(SUPPLIED RECORDS begins)

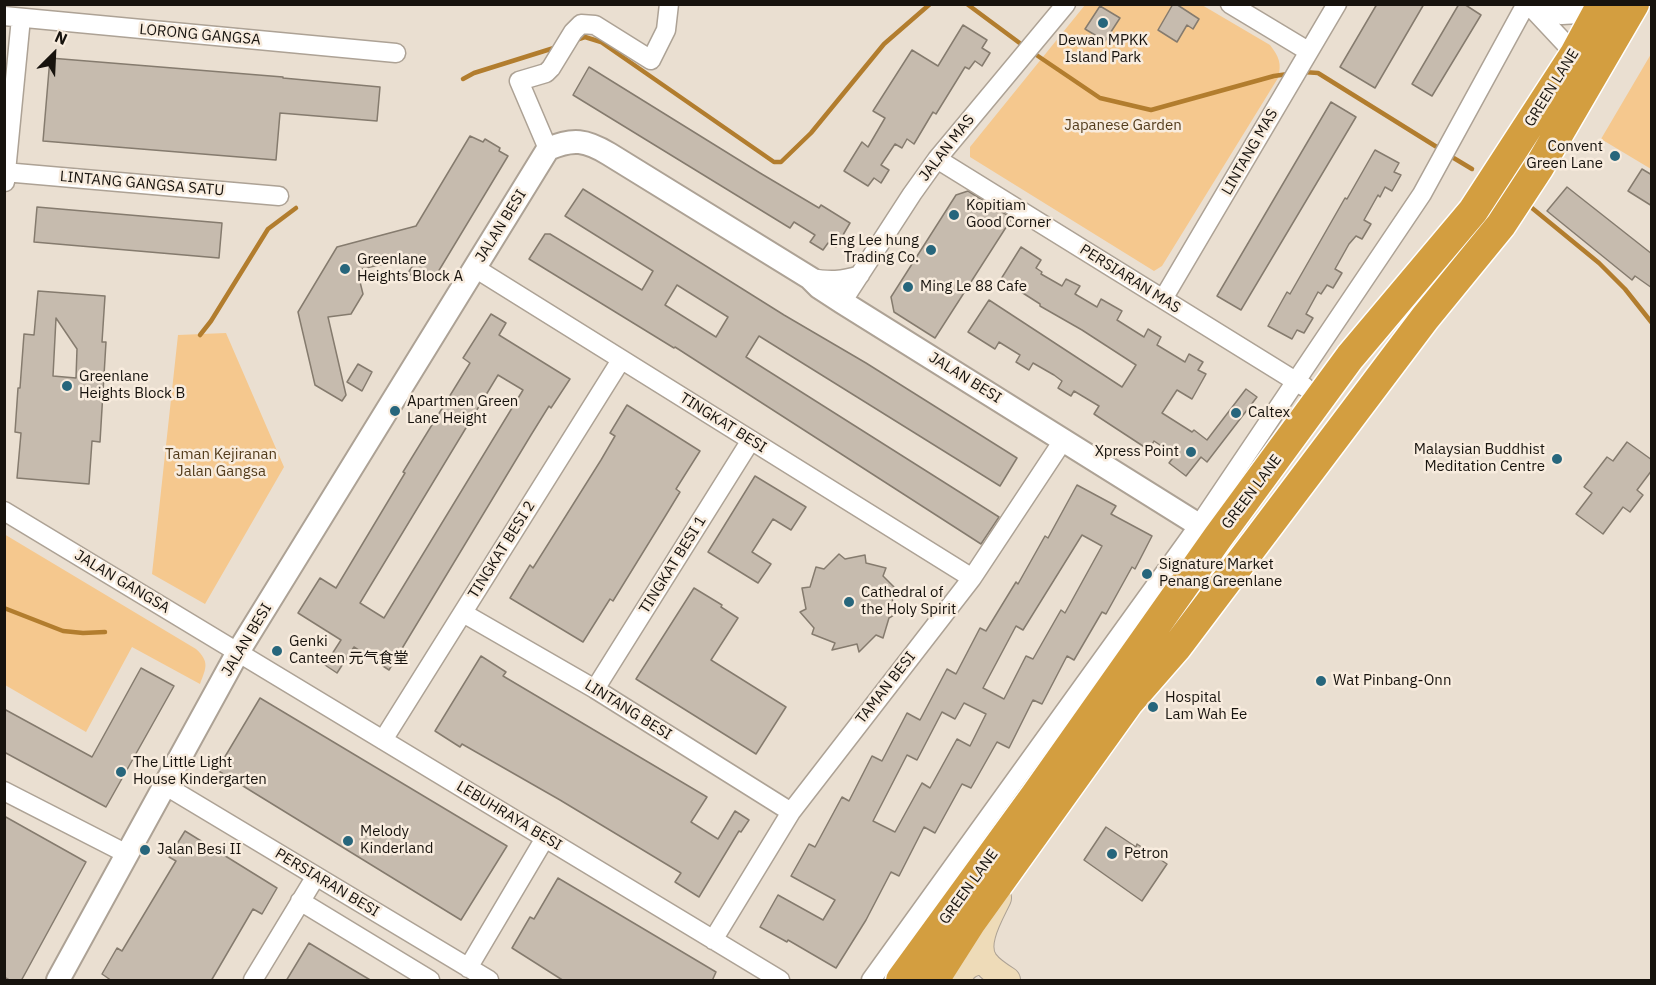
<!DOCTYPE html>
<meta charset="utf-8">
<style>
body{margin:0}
#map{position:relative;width:1656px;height:985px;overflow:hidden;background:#eadfd1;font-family:"IBM Plex Sans",sans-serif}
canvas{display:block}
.frame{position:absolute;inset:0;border:6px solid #17130e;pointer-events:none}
.north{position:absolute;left:24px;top:24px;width:60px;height:60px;-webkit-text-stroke:4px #f8ecde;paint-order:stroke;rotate:24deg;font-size:16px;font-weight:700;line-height:24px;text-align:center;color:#17130e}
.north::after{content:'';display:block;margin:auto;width:21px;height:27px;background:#17130e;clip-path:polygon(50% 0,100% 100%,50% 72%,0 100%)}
</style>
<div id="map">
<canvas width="1656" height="985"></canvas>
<div class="frame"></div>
<div class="north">N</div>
</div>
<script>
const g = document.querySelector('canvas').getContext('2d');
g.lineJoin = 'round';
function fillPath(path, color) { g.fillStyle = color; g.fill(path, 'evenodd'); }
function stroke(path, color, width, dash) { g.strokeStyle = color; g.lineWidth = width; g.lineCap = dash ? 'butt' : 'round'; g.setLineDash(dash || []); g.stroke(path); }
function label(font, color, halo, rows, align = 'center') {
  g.font = font + ' "IBM Plex Sans","Noto Sans SC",sans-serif'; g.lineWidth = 5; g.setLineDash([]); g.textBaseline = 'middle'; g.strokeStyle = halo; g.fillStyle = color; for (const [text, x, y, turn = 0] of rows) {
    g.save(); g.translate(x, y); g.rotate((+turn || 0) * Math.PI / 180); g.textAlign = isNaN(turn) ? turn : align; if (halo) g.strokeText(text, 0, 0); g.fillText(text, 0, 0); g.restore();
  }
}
const green = new Path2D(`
 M1085,5h117l68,40c9,12 12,18 8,33l-116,188 -8,5 -184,-114v-10z
 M1651,54v115l-50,-30z
 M226,333l58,134 -79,137 -53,-30 26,-239z
 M4,534l192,115c14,13 10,19 4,35l-68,-37 -46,85 -81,-47z`);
const stream = new Path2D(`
 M967,4l58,43
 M573,41l12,-4 16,5 173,120h7l30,-29 73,-89 46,-40
 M1032,52l68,46 51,12 123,-34 14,-2
 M1303,72l15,1 122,76
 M463,79l11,-6 83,-26
 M1447,154l25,15
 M1532,208l67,55 26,26 27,34
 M200,335l11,-14 57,-92 28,-21
 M4,608l59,23 20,2 22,-1`);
const building = new Path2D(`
 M1173,4h3l23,15 -6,10 -6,-4 -10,17 -19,-12z
 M1377,4h47l-49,84 -35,-21z
 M1459,4h5l17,11 -49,81 -20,-12z
 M1100,6l20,12 -15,23 -20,-12z
 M963,25l24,15 -5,8 8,5 -8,13 -7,-5 -6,8 -4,-2 -29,47 -3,-2 -19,32 -7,-5 -5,9 -7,-4 -14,21 8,5 -8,13 -7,-5 -6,8 -24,-15 18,-29 6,5 17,-29 -12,-7 39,-61 26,16z
 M50,58l233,19v1l97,9 -3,34 -97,-8 -4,47 -233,-19z
 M589,67l171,106 59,35 2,-3 29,18 -14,24 -8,-4 -5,7 -13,-8 5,-7 -21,-13 -4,6 -217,-133z
 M1331,102l25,15 -115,193 -24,-14z
 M470,136l13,6 2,-3 15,9 -1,3 9,5 -73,121 -12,-7 -5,9 -10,-6 11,-17 -62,14 6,24 -12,20 -23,3 18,78 -4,6 -27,-16 -17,-73 39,-65 79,-21z
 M1375,150l24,13 -5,9 7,3 -9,16 -7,-4 -5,10 -2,-2 -14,25 7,4 -9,15 -6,-3 -7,8 -14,25 7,4 -9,15 -6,-3 -6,9 -3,-2 -12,22 7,4 -9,15 -7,-3 -5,9 -24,-13 19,-34 3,2 55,-96 2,1z
 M1642,169l10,6v31l-24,-15z
 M1567,187l85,67v34l-17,-12 -3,4 -85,-69z
 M583,189l201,126 82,48 151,95 -17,28 -241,-150 -13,21 253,160 -18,27 -306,-197 -1,1 -145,-89 16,-25h5l92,56 11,-19 -88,-55zM677,285l51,32 -12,20 -51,-32z
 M968,191l44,27 -77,120 -41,-26 -3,-15 65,-102z
 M37,207l185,16 -3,35 -185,-16z
 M1021,247l20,13 -5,8 6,4 -1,2 21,12 4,-7 14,7 -5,8 22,13 4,-8 21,12 -5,9 27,17 4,-8 13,8 -4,8 28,17 4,-8 14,8 -5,8 8,4 -14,25 -15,-9 -15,23 30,19 2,-2 13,10 39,-51 11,8 -50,65 -6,-5 -15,19 -17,-13 6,-8 -21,-14 -5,9 -55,-36 5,-8 -25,-15 -3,5 -13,-8 4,-7 -8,-6 -21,-12 -4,7 -13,-8 4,-7 -21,-13 -4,7 -27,-17 21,-32 133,87 14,-22 -54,-35 -42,-24v-2l-39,-25z
 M38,291l67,5 -3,46h4l-6,100 -8,-1 -3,43 -72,-6 4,-45 -6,-1 3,-44h2l4,-54 10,1zM56,318l21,31 -1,29 -23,-2z
 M491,314l15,9 -7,12 71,44 -19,29 -2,-2 -18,29 -142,235 -35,-23 -17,26 -12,-8 16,-25 -43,-27 22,-35 16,10 69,-115 -2,-1 67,-109 -7,-5zM498,375l25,15 -139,228 -24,-15z
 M358,364l14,8 -10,19 -15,-9z
 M627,405l73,46 -24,38 4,3 -14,23 -53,86 -3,-2 -27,43 -73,-44 20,-33 3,3 68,-108 14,-24 -5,-3z
 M1627,442l25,18v10l-15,20 6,5 -13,17 -7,-5 -20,27 -27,-20 16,-21 -8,-6 23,-30 6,4z
 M755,476l51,31 -15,23 -18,-11 -21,33 19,12 -13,19 -50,-31z
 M1077,485l39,21 -5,8 41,22 -17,33 -3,-2 -26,47 -4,-2 -28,48 -7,-4 -25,48 -9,-4 -24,48 -12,-6 -26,46 -9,-4 -27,49 -11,-6 -25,49 -8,-4 -25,48 -30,48 -48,-28 -1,2 -27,-15 18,-32 45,25 12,-20 -44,-24 18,-32 6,3 27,-50 7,4 23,-45 10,5 25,-48 13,7 27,-51 9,5 24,-46 6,3 30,-49 2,2 27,-48 3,2zM1082,535l20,11 -37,67 -4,-3 -28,49 -7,-3 -22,43 -21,-11 33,-62 7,4zM964,703l22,11 -16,32 -13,-7 -27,49 -8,-5 -27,49 -22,-11 34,-66 10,5 25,-48 13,7z
 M839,554l6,5 20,-4 1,8 20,5 -3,8 14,14 -6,6 6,17 -8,5 -6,20 -7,-3 -17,17 -2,-8 -25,6 3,-7 -23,-9 2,-6 -14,-16 6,-3 -4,-21 8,-1 6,-20 8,2z
 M694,588l28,17 -1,2 17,11 -27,42 75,47 -30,47 -120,-75z
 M481,656l25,16 -3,4 204,121 -16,25 27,17 17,-28 14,9 -8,12 -2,-1 -40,66 -24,-15 6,-9 -121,-73 -98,-56 -2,3 -25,-16z
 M141,668l33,18 -68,121 -102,-55v-43l88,48z
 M260,698l247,148 -46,74 -244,-150z
 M4,816l82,46 -65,119h-10l-7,-4z
 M1106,827l30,20 1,-3 30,20 -25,37 -58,-41z
 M185,831l92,57 -15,26 -9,-5 -42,72h-99l-10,-7 15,-26 5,3 54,-90 -7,-4z
 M558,878l158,94 -4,9h-148l-52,-33 18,-31 4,2z
 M309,943l41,25 22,13h-86z`);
const minor = new Path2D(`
 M1230,4l78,47
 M1532,4l30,11 35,-2
 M1531,7l44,47
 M4,16l392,37
 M548,149l-29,-68 27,-8 5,-5 22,-36 8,-8 14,1 56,35 15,-30 3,-26
 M937,159l368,228
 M4,172l275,24
 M5,182l16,-164
 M475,268l497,310
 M810,278c19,3 32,3 50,-3
 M1163,299l174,-295
 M842,302l70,-108 25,-35 129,-155
 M4,511l776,469
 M463,613l132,76 196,123
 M595,689l156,-249
 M383,740l238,-380
 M166,786l323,194
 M4,791l123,63
 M300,901l130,79
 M713,940l78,-128 181,-234 92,-139
 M468,968l77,-130
 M253,980l63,-104
 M871,980l328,-455 223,-331 104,-190`);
const tertiary = new Path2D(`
 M58,980l180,-328 310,-503c25,-11 38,-9 61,5l201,124 9,9 23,15 376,235`);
const secondary = new Path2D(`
 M998,898c-8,17 -26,46 -13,64 5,7 14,13 22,18
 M957,980c6,-12 12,-18 26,-19`);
const trunk = new Path2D(`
 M901,980l134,-184 183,-259 132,-180 123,-146 102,-157 27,-50
 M934,980l37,-58 157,-219 48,-55 249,-330 76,-93 38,-58 95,-163`);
const markers = [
 [1103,23,6,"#27667c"],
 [1615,156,6,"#27667c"],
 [954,215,6,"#27667c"],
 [931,250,6,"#27667c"],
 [345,269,6,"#27667c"],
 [908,287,6,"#27667c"],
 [67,386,6,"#27667c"],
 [395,411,6,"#27667c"],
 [1236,413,6,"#27667c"],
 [1191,452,6,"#27667c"],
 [1557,459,6,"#27667c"],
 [1147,574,6,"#27667c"],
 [849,602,6,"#27667c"],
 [277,651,6,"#27667c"],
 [1321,681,6,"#27667c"],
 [1153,707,6,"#27667c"],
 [121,772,6,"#27667c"],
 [348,841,6,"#27667c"],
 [145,850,6,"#27667c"],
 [1112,854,6,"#27667c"]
];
const streetNames = [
 ["LORONG GANGSA",200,35,5],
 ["GREEN LANE",1552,88,-58],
 ["JALAN MAS",947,148,-52],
 ["LINTANG MAS",1250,152,-60],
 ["LINTANG GANGSA SATU",142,184,5],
 ["JALAN BESI",501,226,-58],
 ["PERSIARAN MAS",1130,279,32],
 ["JALAN BESI",965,378,32],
 ["TINGKAT BESI",723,423,32],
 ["GREEN LANE",1252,492,-53],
 ["TINGKAT BESI 2",502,550,-58],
 ["TINGKAT BESI 1",673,565,-58],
 ["JALAN GANGSA",122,582,31],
 ["JALAN BESI",247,640,-59],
 ["TAMAN BESI",886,688,-52],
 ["LINTANG BESI",628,710,32],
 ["LEBUHRAYA BESI",509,816,31],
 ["PERSIARAN BESI",327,883,31],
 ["GREEN LANE",969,887,-54]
];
const poiNames = [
 ["Dewan MPKK",1103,41,"center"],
 ["Island Park",1103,58,"center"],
 ["Convent",1603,147,"right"],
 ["Green Lane",1603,164,"right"],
 ["Kopitiam",966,206],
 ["Good Corner",966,223],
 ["Eng Lee hung",919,241,"right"],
 ["Trading Co.",919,258,"right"],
 ["Greenlane",357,260],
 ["Heights Block A",357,277],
 ["Ming Le 88 Cafe",920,287],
 ["Greenlane",79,377],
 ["Heights Block B",79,394],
 ["Apartmen Green",407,402],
 ["Lane Height",407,419],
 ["Caltex",1248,413],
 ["Malaysian Buddhist",1545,450,"right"],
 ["Meditation Centre",1545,467,"right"],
 ["Xpress Point",1179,452,"right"],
 ["Signature Market",1159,565],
 ["Penang Greenlane",1159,582],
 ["Cathedral of",861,593],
 ["the Holy Spirit",861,610],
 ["Genki",289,642],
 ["Canteen 元气食堂",289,659],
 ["Wat Pinbang-Onn",1333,681],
 ["Hospital",1165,698],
 ["Lam Wah Ee",1165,715],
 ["The Little Light",133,763],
 ["House Kindergarten",133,780],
 ["Melody",360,832],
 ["Kinderland",360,849],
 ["Jalan Besi II",157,850],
 ["Petron",1124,854]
];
const parkNames = [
 ["Japanese Garden",1123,126],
 ["Taman Kejiranan",221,455],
 ["Jalan Gangsa",221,472]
];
fillPath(green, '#f5c88e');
stroke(stream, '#b27d2e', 4.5);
fillPath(building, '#c6bbae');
stroke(building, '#857b6e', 1.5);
stroke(minor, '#ada295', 21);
stroke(tertiary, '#ada295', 26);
stroke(secondary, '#ada295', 28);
stroke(trunk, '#fff', 33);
stroke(minor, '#fff', 18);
stroke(tertiary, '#fff', 22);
stroke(secondary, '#eedbb8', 26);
stroke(trunk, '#d39e40', 30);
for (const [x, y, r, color] of markers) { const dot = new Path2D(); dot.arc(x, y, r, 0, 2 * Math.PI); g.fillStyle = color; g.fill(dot); stroke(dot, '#f8ecde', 2); }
label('15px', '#17130e', '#f8ecde', streetNames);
label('15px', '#17130e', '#f8ecde', poiNames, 'left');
label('15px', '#533c1c', '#f8ecde', parkNames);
</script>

(SUPPLIED RECORDS ends)

ASSIGNMENT. Among the entries, how many lines hold the word "halo"? Please answer with only that number.

RESPONSE BELOW. 3